Many years ago young Native American warriors to show courage in battle would ride into the enemy ranks and touch someone this was called counting coop. Some warriors carried coop sticks instead of spears and weapons and rather than kill an enemy from a distance or even close at hand having another witness the touch was the bravest act of all. An eagle feather symbolizing courage was the reward. There was a single feather for an act of courage.
I was thinking as I read my friends chicken dairies and having followed for quite a while now King Calico has stood up to foxes and coyotes, dogs and hawks, numerous predators protecting his flock seemingly never concerned for himself and even in the story above deposed still guarded the flock. Courage is without reward many times. I thought back many years to a little girl I worked with she was totally encircled with a body brace to protect her back as she was incapacitated with spina bifida. This is an opening in her spinal column and many times as was the case with her she was paralyzed from that point down. But she wasn’t stopped and while she could not walk she scooted using her arms every where and talked more than many kids her age sometimes too much. One thing I remember was she was always happy and this could be courage, a child’s simple courage.

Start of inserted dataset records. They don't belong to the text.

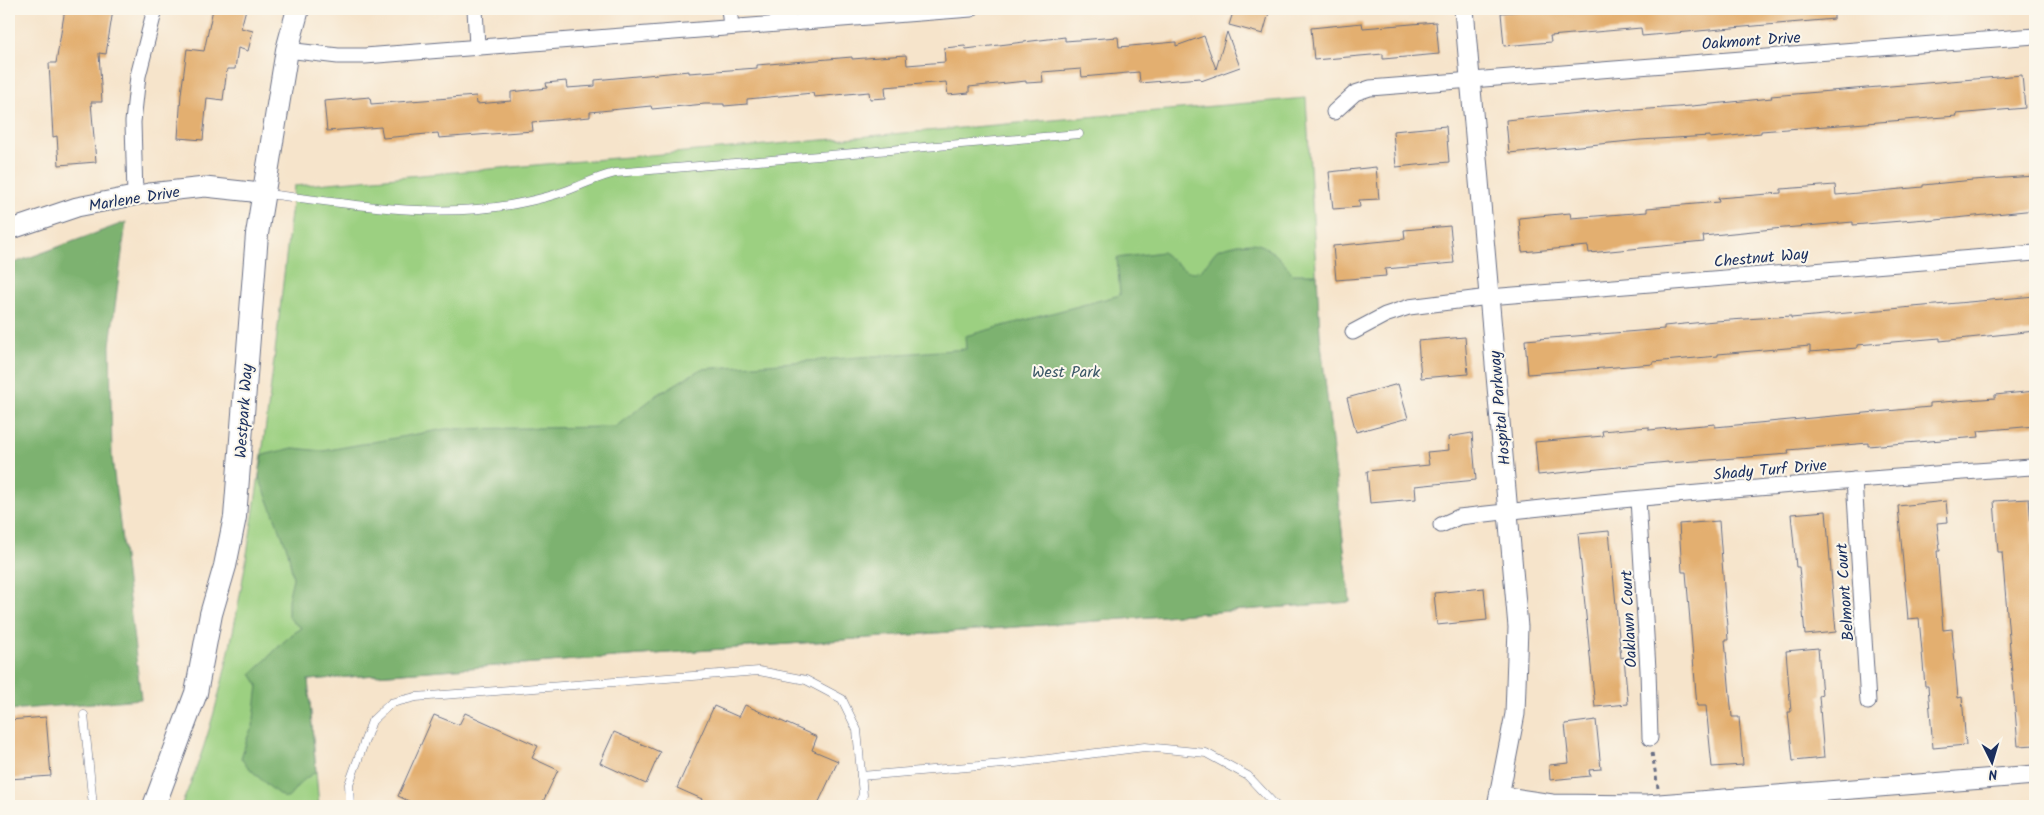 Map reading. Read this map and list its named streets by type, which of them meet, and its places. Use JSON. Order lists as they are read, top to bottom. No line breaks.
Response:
{"streets":{"main road":["Westpark Way"],"street":["Oakmont Drive","Marlene Drive","Chestnut Way","Hospital Parkway","Shady Turf Drive","Belmont Court","Oaklawn Court"]},"crossings":[["Oakmont Drive","Hospital Parkway"],["Marlene Drive","Westpark Way"],["Chestnut Way","Hospital Parkway"],["Hospital Parkway","Shady Turf Drive"],["Shady Turf Drive","Belmont Court"],["Shady Turf Drive","Oaklawn Court"]],"parks":["West Park"],"north":"bottom"} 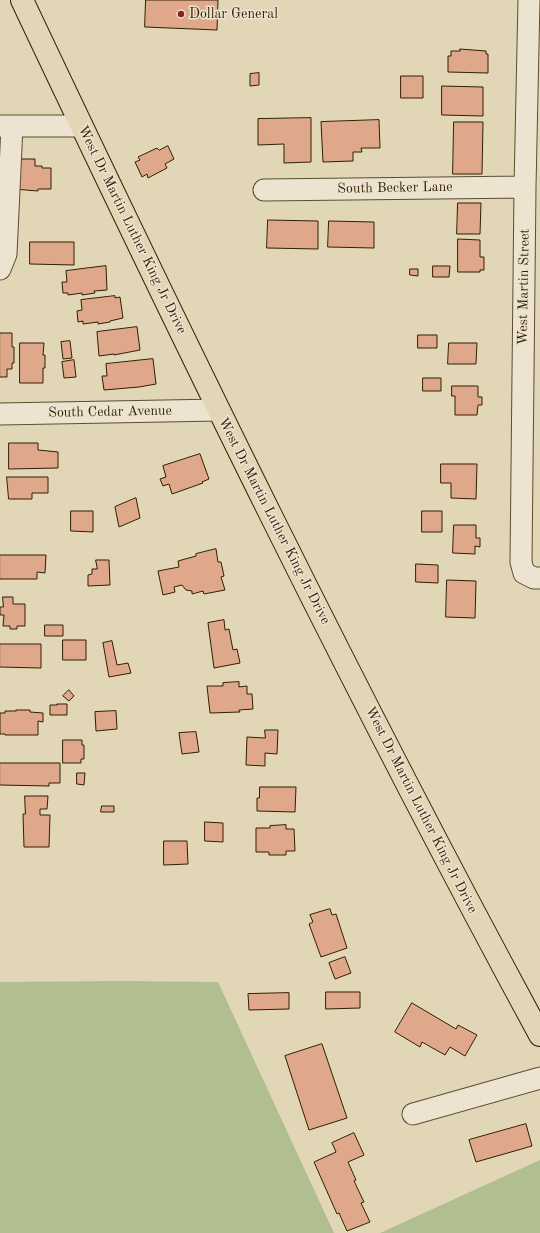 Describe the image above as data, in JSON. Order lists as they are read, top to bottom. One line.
{"streets":{"main road":["West Dr Martin Luther King Jr Drive"],"street":["South Becker Lane","West Martin Street","South Cedar Avenue"]},"crossings":[["South Becker Lane","West Martin Street"],["West Dr Martin Luther King Jr Drive","South Cedar Avenue"]],"places":["Dollar General"]} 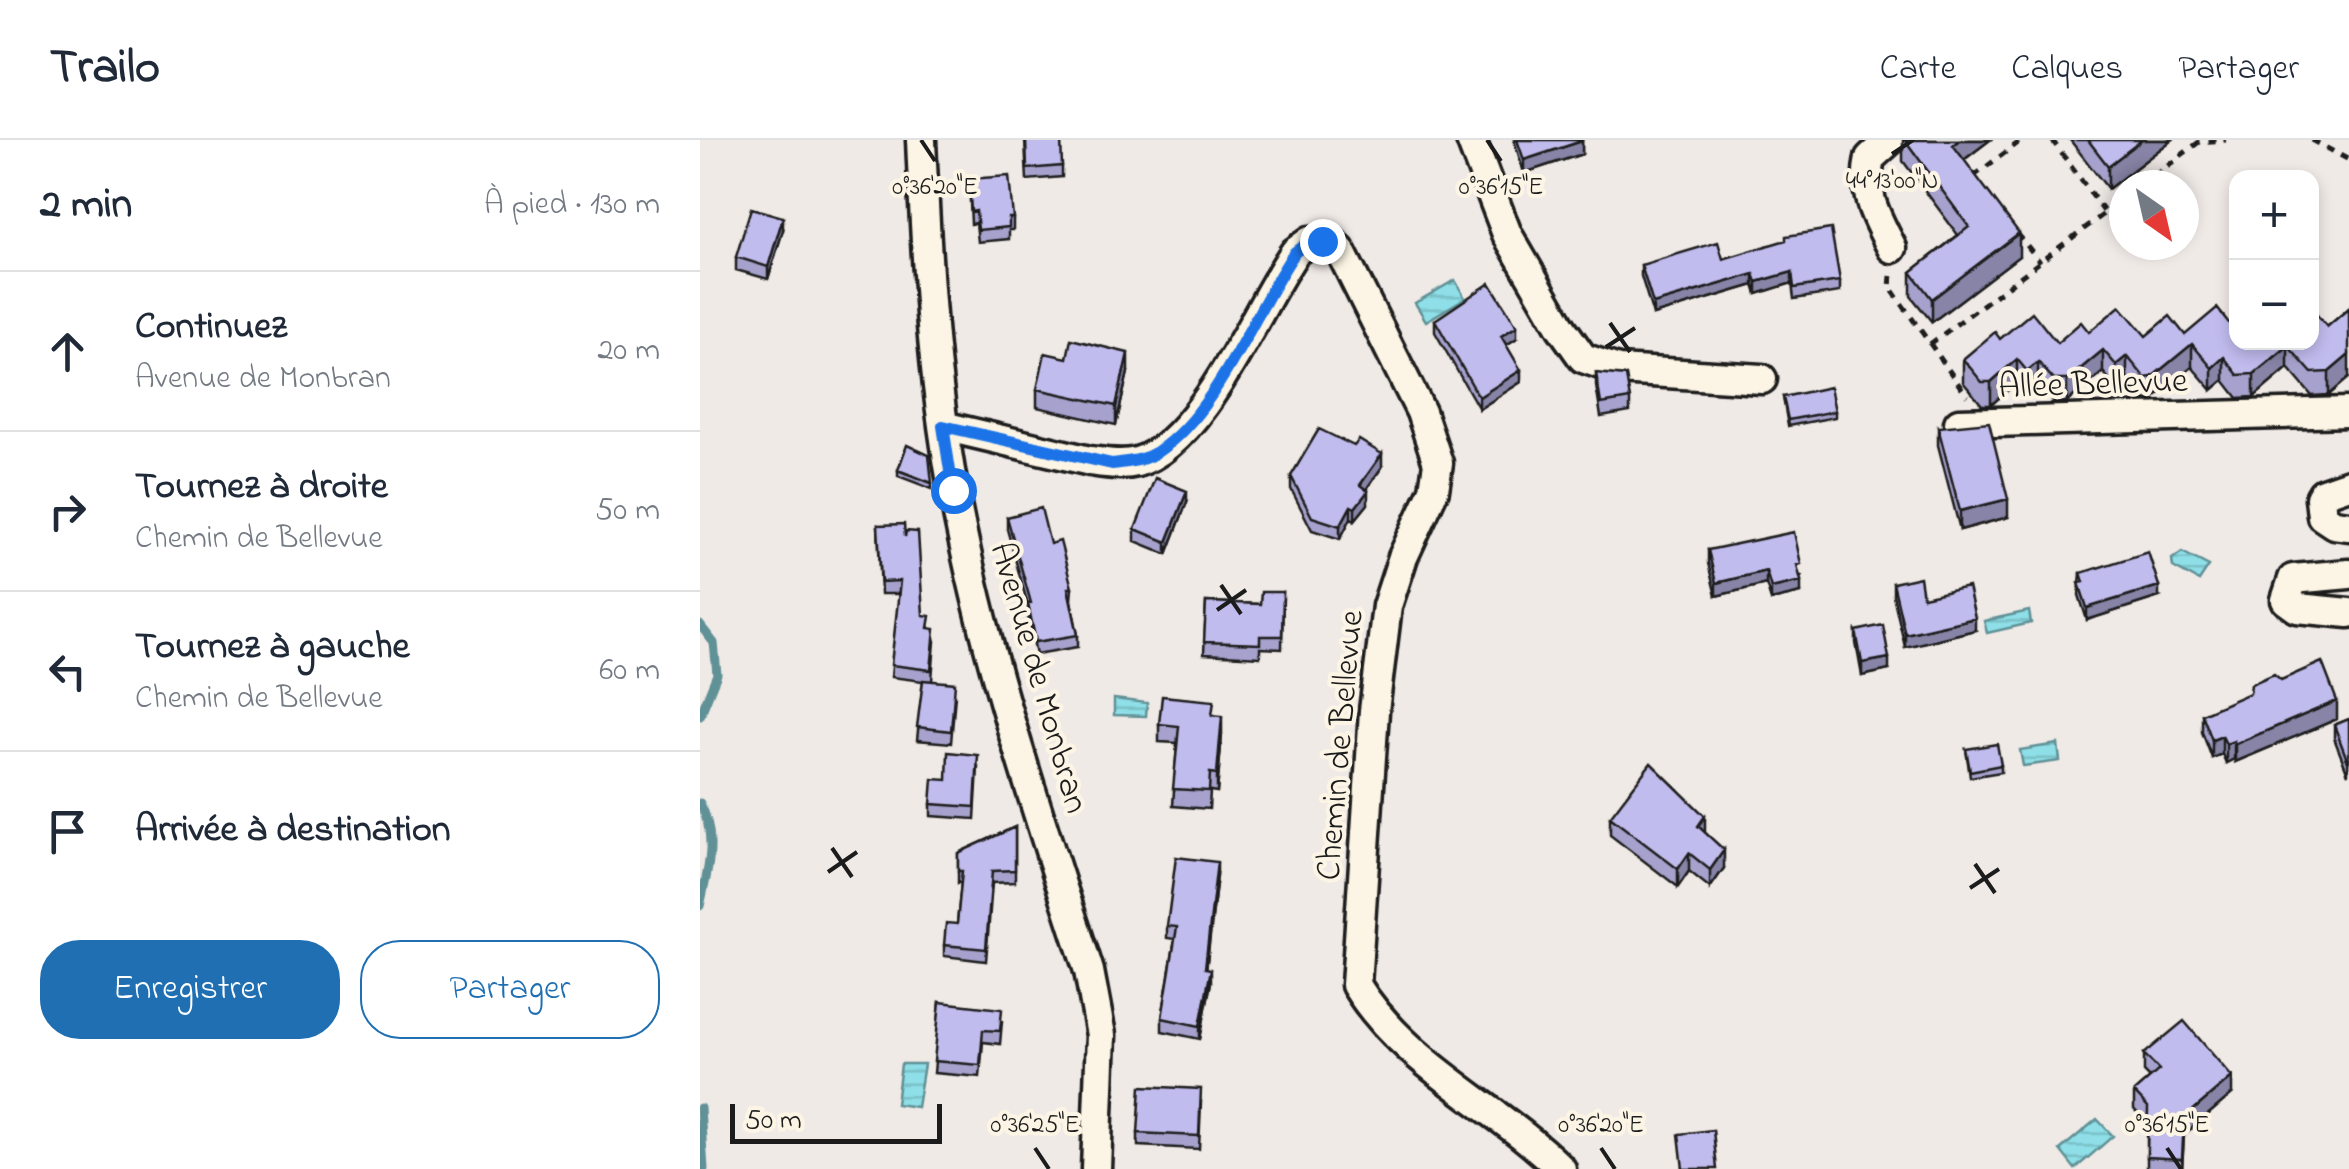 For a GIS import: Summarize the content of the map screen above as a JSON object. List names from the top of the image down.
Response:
{
  "streets": {
    "street": ["Allée Bellevue", "Avenue de Monbran", "Chemin de Bellevue"]
  },
  "crossings": [
    ["Avenue de Monbran", "Chemin de Bellevue"]
  ],
  "scale_bar": "50 m",
  "north": "bottom right",
  "page": {
    "header": "Trailo",
    "nav": ["Carte", "Calques", "Partager"],
    "heading": ["2 min", "À pied · 130 m"],
    "map_buttons": ["+", "−"],
    "list": [
      ["Continuez", "Avenue de Monbran", "20 m"],
      ["Tournez à droite", "Chemin de Bellevue", "50 m"],
      ["Tournez à gauche", "Chemin de Bellevue", "60 m"],
      "Arrivée à destination"
    ],
    "buttons": ["Enregistrer", "Partager"],
    "scale": "50 m"
  },
  "coordinates": [
    "44°13'00\"N",
    "0°36'20\"E",
    "0°36'15\"E",
    "0°36'25\"E"
  ]
}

I know of a young man from my county who in a car accident became a paraplegic and has been confined to a wheel chair since. Years back my father hired him as a consultant and he worked on various projects at our office. One day he came forward with an idea about running for Probate Judge in our county. The incumbent had been around quite some time and no one ever ran against him. It took courage to run for office in our county since back in the day politics wasn’t as dirty as it is today, it was filthy and it seriously took courage to run. This man went out campaigning in his wheel chair rolling around the county meeting folks and shaking hands. Amazingly bit by bit citizens were won over and he was elected. That was over twenty years ago and he is still our county probate judge unopposed now for all those years. Now that is courage but I can guarantee he would deny it.
“The courage of life is often a less dramatic spectacle than the courage of a final moment; but it is no less than a magnificent mixture of triumph and tragedy.”- John Fitzgerald Kennedy
I have looked at the various videos of JFK’s car riding through the streets of Dallas Texas numerous times on news and documentaries. I have read about Kennedy’s illnesses that nearly had him bedridden and he was in an open convertible riding through the streets of Dallas waving to the crowds. I drove by the spot when I was in school in Plano Texas in 1968 and I still wonder how courage is truly defined.
“A ‘No’ uttered from deepest conviction is better and greater than a ‘Yes’ merely uttered to please, or what is worse, to avoid trouble.” Mahatma Gandhi 20th century Indian spiritual & political leader
Mahatma Gandhi is another man who died because of and for his convictions. Many of us simply answer to eliminate the problem make it go away.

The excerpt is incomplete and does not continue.